**Instructions for the task:**
Among the records that follow, find the line with "font-size:13px; font-style:normal; color:var(--muted)" and the line with "fill:none; stroke-linecap:round; stroke-linejoin:round". Set down those lines and all lines between them exactly, without adding anything.

Stored data:
......

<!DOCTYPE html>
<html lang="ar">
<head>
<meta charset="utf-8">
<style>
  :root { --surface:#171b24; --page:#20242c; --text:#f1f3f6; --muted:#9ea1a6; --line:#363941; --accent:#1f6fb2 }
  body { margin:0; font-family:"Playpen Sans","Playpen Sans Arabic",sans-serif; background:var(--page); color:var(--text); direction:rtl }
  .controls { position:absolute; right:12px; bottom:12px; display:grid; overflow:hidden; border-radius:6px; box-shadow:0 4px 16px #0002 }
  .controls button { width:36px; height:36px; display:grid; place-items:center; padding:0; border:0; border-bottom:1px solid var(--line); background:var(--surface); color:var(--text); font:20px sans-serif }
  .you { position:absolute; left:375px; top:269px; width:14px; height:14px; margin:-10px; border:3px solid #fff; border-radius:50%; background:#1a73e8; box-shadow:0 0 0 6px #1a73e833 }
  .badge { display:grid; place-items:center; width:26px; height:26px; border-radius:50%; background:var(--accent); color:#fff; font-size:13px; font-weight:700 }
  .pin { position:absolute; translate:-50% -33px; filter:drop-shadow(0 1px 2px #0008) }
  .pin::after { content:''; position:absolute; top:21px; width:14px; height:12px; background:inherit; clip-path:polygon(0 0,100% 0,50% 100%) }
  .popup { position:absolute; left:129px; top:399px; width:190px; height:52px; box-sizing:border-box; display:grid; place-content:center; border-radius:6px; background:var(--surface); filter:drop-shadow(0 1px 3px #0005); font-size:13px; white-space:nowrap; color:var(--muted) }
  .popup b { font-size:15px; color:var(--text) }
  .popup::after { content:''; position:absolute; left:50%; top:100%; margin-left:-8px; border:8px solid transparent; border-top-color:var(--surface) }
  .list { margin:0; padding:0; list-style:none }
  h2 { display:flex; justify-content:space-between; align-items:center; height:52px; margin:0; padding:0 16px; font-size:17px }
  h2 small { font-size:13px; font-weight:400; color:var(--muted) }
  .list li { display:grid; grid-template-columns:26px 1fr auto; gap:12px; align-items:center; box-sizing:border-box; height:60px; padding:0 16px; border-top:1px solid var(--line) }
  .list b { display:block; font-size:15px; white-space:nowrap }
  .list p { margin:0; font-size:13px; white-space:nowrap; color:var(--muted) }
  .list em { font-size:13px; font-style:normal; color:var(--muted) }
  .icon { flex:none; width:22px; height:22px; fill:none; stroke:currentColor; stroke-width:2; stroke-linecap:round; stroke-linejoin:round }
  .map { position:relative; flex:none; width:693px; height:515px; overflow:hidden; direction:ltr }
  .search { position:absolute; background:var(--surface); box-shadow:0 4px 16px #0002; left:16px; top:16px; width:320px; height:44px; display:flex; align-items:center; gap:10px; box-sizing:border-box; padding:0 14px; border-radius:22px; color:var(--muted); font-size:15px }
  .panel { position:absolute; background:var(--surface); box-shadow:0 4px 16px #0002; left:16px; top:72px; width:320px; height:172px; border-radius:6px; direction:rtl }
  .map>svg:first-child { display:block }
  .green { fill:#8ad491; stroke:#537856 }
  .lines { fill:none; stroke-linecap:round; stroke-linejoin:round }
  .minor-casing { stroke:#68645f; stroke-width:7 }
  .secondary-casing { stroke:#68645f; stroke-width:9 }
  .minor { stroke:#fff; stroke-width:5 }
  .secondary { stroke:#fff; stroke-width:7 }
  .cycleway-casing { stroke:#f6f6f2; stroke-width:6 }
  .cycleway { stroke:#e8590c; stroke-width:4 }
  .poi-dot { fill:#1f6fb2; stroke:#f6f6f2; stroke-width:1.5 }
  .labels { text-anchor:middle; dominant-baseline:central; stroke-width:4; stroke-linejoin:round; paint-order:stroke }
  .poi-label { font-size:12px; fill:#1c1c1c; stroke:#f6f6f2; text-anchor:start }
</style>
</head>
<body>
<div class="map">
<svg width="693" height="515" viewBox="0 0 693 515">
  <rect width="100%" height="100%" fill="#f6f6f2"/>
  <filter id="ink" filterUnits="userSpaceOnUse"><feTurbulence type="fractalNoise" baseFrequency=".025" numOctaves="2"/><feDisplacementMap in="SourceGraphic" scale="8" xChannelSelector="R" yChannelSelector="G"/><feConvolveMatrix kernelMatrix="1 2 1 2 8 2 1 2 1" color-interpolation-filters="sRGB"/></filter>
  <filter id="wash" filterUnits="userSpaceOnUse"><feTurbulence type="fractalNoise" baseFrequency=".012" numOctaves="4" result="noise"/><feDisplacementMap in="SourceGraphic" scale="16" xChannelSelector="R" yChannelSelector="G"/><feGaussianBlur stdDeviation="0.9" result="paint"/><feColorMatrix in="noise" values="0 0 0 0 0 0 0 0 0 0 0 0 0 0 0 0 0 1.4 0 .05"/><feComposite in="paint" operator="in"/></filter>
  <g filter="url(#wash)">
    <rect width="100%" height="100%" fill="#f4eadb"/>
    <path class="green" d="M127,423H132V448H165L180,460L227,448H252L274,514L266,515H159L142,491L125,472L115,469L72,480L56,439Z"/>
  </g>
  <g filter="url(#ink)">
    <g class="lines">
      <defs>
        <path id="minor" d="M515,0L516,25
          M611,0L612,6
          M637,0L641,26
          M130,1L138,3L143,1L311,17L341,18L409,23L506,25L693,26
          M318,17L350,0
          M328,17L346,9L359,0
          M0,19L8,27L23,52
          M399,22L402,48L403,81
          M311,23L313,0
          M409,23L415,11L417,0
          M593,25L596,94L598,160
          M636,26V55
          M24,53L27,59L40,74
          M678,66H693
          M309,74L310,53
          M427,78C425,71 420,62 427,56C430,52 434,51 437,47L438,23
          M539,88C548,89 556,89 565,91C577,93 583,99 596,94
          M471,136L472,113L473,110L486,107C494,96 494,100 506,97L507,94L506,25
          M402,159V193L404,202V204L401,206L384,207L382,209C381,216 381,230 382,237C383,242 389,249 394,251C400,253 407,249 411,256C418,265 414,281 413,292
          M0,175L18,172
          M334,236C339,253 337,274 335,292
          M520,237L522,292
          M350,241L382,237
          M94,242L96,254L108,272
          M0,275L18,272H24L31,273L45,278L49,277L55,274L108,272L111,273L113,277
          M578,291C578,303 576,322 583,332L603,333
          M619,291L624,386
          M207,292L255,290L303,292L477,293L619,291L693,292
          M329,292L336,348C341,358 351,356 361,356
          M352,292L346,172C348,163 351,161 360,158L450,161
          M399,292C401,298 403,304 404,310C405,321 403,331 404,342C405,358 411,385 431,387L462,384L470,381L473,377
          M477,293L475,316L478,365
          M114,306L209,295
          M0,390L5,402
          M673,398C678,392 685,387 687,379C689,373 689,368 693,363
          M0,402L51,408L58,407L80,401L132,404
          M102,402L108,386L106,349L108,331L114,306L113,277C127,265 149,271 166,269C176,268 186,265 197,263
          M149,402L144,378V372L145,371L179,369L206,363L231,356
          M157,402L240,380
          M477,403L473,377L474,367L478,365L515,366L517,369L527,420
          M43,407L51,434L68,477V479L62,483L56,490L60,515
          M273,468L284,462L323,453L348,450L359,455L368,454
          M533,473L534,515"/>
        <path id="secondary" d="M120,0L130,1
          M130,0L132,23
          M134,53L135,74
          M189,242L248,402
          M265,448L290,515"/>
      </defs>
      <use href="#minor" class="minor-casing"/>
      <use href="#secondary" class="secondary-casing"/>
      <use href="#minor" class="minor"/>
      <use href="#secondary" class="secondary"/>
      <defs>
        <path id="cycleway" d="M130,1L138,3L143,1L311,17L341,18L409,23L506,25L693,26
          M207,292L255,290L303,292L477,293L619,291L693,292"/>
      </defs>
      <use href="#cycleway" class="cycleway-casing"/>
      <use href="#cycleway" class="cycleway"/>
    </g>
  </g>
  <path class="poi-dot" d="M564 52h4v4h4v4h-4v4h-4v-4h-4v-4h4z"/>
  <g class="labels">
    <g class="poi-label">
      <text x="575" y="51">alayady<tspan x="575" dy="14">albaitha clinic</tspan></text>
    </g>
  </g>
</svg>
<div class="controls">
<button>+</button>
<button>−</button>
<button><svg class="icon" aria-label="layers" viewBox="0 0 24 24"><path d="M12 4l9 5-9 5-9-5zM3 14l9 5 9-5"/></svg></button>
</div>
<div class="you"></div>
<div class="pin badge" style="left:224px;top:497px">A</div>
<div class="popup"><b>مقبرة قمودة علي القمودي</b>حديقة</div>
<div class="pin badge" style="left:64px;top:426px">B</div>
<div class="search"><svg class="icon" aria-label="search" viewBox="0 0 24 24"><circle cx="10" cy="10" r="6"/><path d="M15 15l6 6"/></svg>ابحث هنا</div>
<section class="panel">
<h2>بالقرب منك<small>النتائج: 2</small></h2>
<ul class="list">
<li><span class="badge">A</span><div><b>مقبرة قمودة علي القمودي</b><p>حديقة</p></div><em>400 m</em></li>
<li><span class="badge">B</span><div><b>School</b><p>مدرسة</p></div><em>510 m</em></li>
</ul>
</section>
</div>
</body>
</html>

......

**Finished task:**
  .list em { font-size:13px; font-style:normal; color:var(--muted) }
  .icon { flex:none; width:22px; height:22px; fill:none; stroke:currentColor; stroke-width:2; stroke-linecap:round; stroke-linejoin:round }
  .map { position:relative; flex:none; width:693px; height:515px; overflow:hidden; direction:ltr }
  .search { position:absolute; background:var(--surface); box-shadow:0 4px 16px #0002; left:16px; top:16px; width:320px; height:44px; display:flex; align-items:center; gap:10px; box-sizing:border-box; padding:0 14px; border-radius:22px; color:var(--muted); font-size:15px }
  .panel { position:absolute; background:var(--surface); box-shadow:0 4px 16px #0002; left:16px; top:72px; width:320px; height:172px; border-radius:6px; direction:rtl }
  .map>svg:first-child { display:block }
  .green { fill:#8ad491; stroke:#537856 }
  .lines { fill:none; stroke-linecap:round; stroke-linejoin:round }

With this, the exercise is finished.